Zaman Gazetesi Cumhurbaşkanlığı muhabiri Emre Soncan, Son Akıncı - Muhsin Yazıcıoğlu’nun Sır Ölümü isimli kitabında merhum BBP lideri ve beraberindeki 5 kişinin yaşamını yitirdiği kazadaki sis perdesini aralıyor. Kitapta, Yazıcıoğlu’nun hayatı ve kaza sürecine dair ilk kez yayımlanan birçok çarpıcı bilgi ve anekdot yer alıyor. Soncan, tanık ve şüphelilerin ifadelerinden yola çıkarak, Milli İstihbarat Teşkilatı’nın (MİT), Yazıcıoğlu’nun öldüğünü üç saat gibi kısa bir sürede öğrendiğini söylüyor. Halbuki helikopter enkazına ancak 48 saat sonra ulaşılabilmişti. MİT’i, soruşturmayı yürüten savcılara gerekli yardımı yapmamakla eleştiren Soncan, “Teşkilat üzerine düşeni yapsaydı, soruşturma bambaşka bir yerde olabilirdi. Fakat bilgi paylaşmaktan hep uzak durdular.” diyor. Yazıcıoğlu’nun ‘ortadan kaldırıldığına inanan Soncan, ‘Neden?’ sorusuna ise şu cevabı veriyor:
“Ortadoğu’da haritalar değişirken ve terör örgütü PKK uluslararası alanda AKP hükümetinin de desteğiyle meşruluk kazanırken, Türkiye içindeki hangi ideolojik geçmişten gelirse gelsin tüm milli unsurlar tasfiye edilmeliydi. Eski CHP Genel Başkanı Deniz Baykal’dan başladılar. Ardından Muhsin Yazıcıoğlu ortadan kaldırıldı. 2009’da yaşananlar olmasaydı, Yazıcıoğlu daha sonra mutlaka hedefte olacaktı. Ardından milli unsurları tasfiyeye Hizmet Hareketi ile devam ettiler. Ülkenin milli refleksleri kör edilecek ve geleceği ipotek altına alınacaktı. Tayyip Erdoğan’ın tabiriyle ‘üst akıl’ düğmeye basmıştı. Özellikle Hizmet Hareketi’nin tasfiye plânının taşeronluğunu Erdoğan’a verdiler.”

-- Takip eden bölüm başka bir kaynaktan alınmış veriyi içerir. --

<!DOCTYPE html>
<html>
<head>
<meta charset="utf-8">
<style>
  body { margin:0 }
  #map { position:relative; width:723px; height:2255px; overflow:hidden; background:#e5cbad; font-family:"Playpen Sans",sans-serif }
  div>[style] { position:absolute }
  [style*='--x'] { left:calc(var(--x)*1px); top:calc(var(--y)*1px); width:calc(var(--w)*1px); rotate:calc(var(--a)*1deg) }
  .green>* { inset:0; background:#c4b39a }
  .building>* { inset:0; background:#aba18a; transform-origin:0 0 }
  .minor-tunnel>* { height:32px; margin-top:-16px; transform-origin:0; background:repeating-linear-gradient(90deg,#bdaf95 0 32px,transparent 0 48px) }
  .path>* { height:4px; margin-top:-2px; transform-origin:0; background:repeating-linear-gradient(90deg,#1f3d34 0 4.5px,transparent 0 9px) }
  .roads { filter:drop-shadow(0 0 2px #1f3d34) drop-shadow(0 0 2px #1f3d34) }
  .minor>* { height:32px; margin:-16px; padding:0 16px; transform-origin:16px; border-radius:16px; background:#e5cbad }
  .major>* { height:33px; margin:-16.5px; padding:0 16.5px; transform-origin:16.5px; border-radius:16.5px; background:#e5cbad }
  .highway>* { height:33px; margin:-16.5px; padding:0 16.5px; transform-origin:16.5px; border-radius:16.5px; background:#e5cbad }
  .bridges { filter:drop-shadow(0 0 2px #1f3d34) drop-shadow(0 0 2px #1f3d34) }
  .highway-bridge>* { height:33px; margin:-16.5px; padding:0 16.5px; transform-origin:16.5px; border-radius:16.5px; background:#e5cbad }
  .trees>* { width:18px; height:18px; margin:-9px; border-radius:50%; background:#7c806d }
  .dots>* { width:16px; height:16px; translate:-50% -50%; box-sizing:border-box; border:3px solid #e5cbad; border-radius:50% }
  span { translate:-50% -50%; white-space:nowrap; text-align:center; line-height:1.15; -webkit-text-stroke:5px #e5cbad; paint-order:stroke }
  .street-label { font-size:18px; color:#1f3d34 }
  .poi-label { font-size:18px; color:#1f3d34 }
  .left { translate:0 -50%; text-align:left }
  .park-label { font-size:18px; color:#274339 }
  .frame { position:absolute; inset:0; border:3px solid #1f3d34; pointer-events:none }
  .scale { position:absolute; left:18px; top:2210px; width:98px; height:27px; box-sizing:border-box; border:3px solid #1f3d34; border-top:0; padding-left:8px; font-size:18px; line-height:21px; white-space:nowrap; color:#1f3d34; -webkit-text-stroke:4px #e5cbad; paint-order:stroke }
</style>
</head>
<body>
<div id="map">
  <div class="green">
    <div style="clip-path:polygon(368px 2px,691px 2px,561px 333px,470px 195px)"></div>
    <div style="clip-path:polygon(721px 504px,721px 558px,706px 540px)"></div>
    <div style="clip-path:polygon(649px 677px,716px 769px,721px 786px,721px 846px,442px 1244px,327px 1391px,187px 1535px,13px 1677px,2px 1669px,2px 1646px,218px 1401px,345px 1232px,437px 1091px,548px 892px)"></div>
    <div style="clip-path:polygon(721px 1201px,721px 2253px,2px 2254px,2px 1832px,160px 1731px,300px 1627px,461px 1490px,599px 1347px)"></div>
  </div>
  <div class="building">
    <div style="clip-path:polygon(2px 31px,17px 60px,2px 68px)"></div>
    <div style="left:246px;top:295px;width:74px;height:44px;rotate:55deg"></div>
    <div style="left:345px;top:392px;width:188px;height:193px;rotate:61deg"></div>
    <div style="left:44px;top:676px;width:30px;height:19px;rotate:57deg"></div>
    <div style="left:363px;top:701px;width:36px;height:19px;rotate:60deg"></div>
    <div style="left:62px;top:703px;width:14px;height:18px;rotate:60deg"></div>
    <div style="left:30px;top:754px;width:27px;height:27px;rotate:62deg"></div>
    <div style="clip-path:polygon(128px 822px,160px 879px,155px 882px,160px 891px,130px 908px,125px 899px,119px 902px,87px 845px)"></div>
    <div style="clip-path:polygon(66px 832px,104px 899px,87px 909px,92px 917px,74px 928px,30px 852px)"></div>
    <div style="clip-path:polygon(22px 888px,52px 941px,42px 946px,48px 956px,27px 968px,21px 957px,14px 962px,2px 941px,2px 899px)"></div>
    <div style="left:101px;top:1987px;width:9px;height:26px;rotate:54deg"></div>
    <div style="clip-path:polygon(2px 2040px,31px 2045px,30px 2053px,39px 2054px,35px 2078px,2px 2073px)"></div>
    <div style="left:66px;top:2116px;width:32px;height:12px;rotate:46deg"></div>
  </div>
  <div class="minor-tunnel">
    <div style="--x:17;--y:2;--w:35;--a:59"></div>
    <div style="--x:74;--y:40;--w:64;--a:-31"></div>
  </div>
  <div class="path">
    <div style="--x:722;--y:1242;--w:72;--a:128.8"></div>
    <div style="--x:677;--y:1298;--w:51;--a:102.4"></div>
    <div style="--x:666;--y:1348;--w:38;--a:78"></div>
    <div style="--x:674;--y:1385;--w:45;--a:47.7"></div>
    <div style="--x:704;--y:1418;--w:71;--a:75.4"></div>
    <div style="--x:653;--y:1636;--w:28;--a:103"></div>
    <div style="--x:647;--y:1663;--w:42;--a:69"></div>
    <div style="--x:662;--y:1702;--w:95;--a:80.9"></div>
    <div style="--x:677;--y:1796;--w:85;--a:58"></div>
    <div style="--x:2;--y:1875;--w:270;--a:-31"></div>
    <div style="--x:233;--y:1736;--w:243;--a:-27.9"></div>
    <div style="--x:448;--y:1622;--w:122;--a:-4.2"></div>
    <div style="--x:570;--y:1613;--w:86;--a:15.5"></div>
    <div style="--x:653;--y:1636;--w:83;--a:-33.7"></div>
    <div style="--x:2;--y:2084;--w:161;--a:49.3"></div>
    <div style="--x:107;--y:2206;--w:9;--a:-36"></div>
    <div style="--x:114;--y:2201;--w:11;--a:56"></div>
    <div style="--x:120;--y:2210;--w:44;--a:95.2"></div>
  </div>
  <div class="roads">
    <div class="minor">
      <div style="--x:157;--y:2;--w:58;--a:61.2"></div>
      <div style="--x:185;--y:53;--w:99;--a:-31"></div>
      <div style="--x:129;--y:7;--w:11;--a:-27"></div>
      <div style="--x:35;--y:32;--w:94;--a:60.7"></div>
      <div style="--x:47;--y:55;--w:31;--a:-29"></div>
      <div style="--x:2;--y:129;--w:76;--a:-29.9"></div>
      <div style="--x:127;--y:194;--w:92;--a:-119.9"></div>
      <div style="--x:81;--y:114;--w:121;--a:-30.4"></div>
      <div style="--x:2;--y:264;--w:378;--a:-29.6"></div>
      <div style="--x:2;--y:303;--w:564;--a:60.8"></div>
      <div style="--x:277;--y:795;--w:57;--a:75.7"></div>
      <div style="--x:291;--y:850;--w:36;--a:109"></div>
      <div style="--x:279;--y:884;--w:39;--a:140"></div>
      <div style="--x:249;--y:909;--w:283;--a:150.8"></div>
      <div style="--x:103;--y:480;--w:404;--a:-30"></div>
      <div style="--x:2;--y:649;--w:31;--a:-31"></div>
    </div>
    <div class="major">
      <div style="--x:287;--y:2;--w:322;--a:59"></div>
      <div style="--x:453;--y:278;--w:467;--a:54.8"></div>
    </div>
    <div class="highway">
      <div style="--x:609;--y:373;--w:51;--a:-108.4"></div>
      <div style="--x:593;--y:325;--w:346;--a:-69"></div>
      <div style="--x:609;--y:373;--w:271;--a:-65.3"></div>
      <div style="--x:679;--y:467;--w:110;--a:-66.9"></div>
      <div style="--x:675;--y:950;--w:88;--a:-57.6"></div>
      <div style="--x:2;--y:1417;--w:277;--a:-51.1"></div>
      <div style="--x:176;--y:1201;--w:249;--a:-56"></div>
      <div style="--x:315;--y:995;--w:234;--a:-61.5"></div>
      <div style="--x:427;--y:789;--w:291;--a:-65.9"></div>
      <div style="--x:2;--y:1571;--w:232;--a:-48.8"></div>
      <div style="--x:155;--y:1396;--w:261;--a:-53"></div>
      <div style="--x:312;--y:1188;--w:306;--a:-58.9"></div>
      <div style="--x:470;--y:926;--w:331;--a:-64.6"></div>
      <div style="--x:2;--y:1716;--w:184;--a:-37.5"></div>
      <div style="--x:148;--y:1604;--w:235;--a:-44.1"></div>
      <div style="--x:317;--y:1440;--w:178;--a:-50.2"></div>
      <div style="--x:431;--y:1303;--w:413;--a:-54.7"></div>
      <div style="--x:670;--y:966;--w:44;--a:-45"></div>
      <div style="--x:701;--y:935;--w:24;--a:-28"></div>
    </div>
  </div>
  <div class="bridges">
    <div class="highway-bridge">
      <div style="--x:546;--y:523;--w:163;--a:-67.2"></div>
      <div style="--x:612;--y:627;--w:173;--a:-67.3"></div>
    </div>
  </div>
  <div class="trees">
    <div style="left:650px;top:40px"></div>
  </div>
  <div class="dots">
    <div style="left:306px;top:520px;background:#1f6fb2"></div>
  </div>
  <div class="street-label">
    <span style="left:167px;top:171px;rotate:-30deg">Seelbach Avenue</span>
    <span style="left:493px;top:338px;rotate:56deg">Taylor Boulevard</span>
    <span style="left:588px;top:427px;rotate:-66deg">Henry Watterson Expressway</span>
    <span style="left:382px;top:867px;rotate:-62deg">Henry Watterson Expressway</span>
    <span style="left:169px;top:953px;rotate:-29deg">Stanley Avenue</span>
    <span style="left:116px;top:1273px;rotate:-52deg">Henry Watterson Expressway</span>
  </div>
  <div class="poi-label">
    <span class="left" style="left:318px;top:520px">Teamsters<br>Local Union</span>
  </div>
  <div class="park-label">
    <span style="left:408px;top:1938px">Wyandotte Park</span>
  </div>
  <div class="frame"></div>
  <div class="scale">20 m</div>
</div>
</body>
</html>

Gazeteci-yazar Emre Soncan, 28 Şubat soruşturması sırasında, dönemin Genelkurmay Psikolojik Harekât Dairesi başkanı olan Oğuz Kalelioğlu’nun evinde bulunan ve ‘Sayın Komutanım’ diye başlayan iki sayfalık listeye dikkat çekiyor: “Suikasta kurban gidenlerin isim listelerinin yer aldığı belge, ‘askerler’ ve ‘siviller’ olarak kategorize edilmişti. Sivillere ait listenin başında 8. Cumhurbaşkanı Turgut Özal bulunuyordu. Özal’dan sonra suikastla öldürüldüğü belirtilen diğer isimler ise şöyle sıralanıyordu: “eski MHP Genel Başkanı Alparslan Türkeş, Muhsin Yazıcıoğlu, Ahmet Taner Kışlalı, Necip Hablemitoğlu, Uğur Mumcu, Abdi İpekçi, Hrant Dink.”
Olayın aydınlatılması konusunda pek de ümitli olmayan Soncan, sözlerini şöyle noktalıyor: “Yargının siyasi iktidar tarafından kuşatıldığı dikkate alındığında, en azından bugün için kararı tarihe ve kamu vicdanına bırakıyorum.”